What is required - Beginning with the very first line, please reproduce the entries exactly through the line containing "content:''; position:absolute; top:26px;".

Material for the task: Begin

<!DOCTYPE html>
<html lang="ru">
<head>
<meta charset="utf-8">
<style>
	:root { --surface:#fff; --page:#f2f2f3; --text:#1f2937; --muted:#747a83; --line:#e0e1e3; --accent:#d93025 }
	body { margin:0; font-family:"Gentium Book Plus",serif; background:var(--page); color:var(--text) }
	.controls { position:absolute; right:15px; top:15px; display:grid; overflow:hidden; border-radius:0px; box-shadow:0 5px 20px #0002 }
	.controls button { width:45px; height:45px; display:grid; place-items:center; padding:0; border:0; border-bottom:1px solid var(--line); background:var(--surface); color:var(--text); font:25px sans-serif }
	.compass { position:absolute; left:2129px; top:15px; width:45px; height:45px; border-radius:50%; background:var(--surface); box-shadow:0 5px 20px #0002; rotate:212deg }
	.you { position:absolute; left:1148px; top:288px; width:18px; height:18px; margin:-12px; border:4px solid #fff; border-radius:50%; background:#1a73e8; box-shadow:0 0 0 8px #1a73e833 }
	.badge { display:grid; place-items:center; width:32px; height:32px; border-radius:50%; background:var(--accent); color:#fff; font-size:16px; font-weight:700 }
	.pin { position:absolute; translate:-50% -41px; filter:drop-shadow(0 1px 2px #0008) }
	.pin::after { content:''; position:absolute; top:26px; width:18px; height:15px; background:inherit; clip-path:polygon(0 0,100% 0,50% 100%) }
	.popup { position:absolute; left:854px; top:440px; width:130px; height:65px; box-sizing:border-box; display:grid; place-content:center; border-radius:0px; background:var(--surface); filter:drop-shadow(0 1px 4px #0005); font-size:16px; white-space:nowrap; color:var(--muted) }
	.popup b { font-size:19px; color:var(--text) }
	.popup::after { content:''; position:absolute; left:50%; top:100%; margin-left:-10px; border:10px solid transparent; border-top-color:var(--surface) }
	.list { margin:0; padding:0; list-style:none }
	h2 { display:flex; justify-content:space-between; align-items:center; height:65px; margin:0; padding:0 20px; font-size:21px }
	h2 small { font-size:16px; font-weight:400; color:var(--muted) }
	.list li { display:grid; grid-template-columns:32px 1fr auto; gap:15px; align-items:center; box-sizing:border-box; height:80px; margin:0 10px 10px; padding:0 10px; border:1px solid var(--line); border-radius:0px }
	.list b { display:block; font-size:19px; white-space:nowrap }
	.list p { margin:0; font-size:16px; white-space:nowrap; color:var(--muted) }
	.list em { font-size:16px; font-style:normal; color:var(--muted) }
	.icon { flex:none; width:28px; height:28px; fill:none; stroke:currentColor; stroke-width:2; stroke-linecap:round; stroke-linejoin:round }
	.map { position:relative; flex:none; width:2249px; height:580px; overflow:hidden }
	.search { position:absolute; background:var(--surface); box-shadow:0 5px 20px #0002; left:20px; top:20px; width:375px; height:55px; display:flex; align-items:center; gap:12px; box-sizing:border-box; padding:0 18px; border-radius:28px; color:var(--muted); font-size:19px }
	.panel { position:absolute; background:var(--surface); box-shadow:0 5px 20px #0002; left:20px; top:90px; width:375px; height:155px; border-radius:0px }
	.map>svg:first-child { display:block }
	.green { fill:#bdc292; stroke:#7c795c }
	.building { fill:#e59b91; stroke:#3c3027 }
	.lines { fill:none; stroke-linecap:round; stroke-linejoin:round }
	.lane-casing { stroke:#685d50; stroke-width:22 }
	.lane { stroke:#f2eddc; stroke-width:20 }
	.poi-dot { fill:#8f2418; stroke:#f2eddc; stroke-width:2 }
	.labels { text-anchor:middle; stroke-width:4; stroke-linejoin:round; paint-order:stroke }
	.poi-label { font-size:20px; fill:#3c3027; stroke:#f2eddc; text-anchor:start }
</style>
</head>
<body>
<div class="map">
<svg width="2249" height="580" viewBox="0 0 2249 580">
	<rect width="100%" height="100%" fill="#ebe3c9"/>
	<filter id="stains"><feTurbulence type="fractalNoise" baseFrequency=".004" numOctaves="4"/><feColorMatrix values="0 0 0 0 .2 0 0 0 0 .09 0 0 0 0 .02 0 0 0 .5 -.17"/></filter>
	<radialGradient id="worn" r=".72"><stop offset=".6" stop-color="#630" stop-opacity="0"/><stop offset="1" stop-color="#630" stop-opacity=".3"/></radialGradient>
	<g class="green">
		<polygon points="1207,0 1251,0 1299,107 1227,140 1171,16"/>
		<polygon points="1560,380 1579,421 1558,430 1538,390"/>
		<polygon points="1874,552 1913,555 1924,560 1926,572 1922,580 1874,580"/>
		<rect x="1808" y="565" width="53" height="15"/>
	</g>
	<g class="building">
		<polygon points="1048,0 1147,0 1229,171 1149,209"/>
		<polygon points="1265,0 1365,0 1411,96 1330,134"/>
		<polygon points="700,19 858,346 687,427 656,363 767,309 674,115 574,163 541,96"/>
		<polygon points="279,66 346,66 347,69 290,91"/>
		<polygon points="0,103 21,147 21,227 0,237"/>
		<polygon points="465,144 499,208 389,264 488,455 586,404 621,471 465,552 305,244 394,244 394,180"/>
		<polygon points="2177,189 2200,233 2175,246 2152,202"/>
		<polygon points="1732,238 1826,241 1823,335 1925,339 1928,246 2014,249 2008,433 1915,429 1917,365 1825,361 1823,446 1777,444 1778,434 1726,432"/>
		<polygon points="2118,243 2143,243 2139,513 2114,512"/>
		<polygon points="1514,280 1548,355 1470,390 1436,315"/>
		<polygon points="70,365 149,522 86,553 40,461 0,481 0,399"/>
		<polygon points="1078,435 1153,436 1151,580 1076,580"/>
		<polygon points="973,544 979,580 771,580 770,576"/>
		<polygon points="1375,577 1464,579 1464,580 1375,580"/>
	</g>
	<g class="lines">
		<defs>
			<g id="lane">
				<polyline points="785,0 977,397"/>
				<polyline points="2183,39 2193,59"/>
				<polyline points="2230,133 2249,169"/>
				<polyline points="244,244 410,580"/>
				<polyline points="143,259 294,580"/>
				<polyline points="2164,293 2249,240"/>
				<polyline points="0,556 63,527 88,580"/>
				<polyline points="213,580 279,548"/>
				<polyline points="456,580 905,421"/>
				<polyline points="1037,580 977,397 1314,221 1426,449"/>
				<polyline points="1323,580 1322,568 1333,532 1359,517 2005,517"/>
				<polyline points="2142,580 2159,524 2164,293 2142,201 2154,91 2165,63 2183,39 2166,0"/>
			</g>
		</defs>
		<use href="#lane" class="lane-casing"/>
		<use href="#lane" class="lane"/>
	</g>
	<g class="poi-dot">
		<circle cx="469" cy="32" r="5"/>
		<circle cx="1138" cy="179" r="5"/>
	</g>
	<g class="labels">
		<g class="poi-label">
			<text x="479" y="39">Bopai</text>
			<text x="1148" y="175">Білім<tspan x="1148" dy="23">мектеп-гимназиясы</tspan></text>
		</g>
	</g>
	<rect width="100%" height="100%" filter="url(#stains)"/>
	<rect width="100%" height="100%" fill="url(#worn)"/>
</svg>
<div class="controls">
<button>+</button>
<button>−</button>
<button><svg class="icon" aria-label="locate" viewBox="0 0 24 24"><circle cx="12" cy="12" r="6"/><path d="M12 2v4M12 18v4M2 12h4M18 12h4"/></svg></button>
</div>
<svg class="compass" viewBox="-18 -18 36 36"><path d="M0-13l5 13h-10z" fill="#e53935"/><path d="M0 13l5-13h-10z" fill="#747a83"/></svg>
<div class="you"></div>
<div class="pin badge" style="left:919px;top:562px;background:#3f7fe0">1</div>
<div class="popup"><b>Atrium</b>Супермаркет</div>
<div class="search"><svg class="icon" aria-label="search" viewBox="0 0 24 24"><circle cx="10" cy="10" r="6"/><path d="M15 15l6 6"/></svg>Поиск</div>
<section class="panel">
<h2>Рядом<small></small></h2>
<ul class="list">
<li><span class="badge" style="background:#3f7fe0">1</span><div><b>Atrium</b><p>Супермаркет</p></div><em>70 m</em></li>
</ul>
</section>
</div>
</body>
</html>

Material for the task: End

Completed exercise -
<!DOCTYPE html>
<html lang="ru">
<head>
<meta charset="utf-8">
<style>
	:root { --surface:#fff; --page:#f2f2f3; --text:#1f2937; --muted:#747a83; --line:#e0e1e3; --accent:#d93025 }
	body { margin:0; font-family:"Gentium Book Plus",serif; background:var(--page); color:var(--text) }
	.controls { position:absolute; right:15px; top:15px; display:grid; overflow:hidden; border-radius:0px; box-shadow:0 5px 20px #0002 }
	.controls button { width:45px; height:45px; display:grid; place-items:center; padding:0; border:0; border-bottom:1px solid var(--line); background:var(--surface); color:var(--text); font:25px sans-serif }
	.compass { position:absolute; left:2129px; top:15px; width:45px; height:45px; border-radius:50%; background:var(--surface); box-shadow:0 5px 20px #0002; rotate:212deg }
	.you { position:absolute; left:1148px; top:288px; width:18px; height:18px; margin:-12px; border:4px solid #fff; border-radius:50%; background:#1a73e8; box-shadow:0 0 0 8px #1a73e833 }
	.badge { display:grid; place-items:center; width:32px; height:32px; border-radius:50%; background:var(--accent); color:#fff; font-size:16px; font-weight:700 }
	.pin { position:absolute; translate:-50% -41px; filter:drop-shadow(0 1px 2px #0008) }
	.pin::after { content:''; position:absolute; top:26px; width:18px; height:15px; background:inherit; clip-path:polygon(0 0,100% 0,50% 100%) }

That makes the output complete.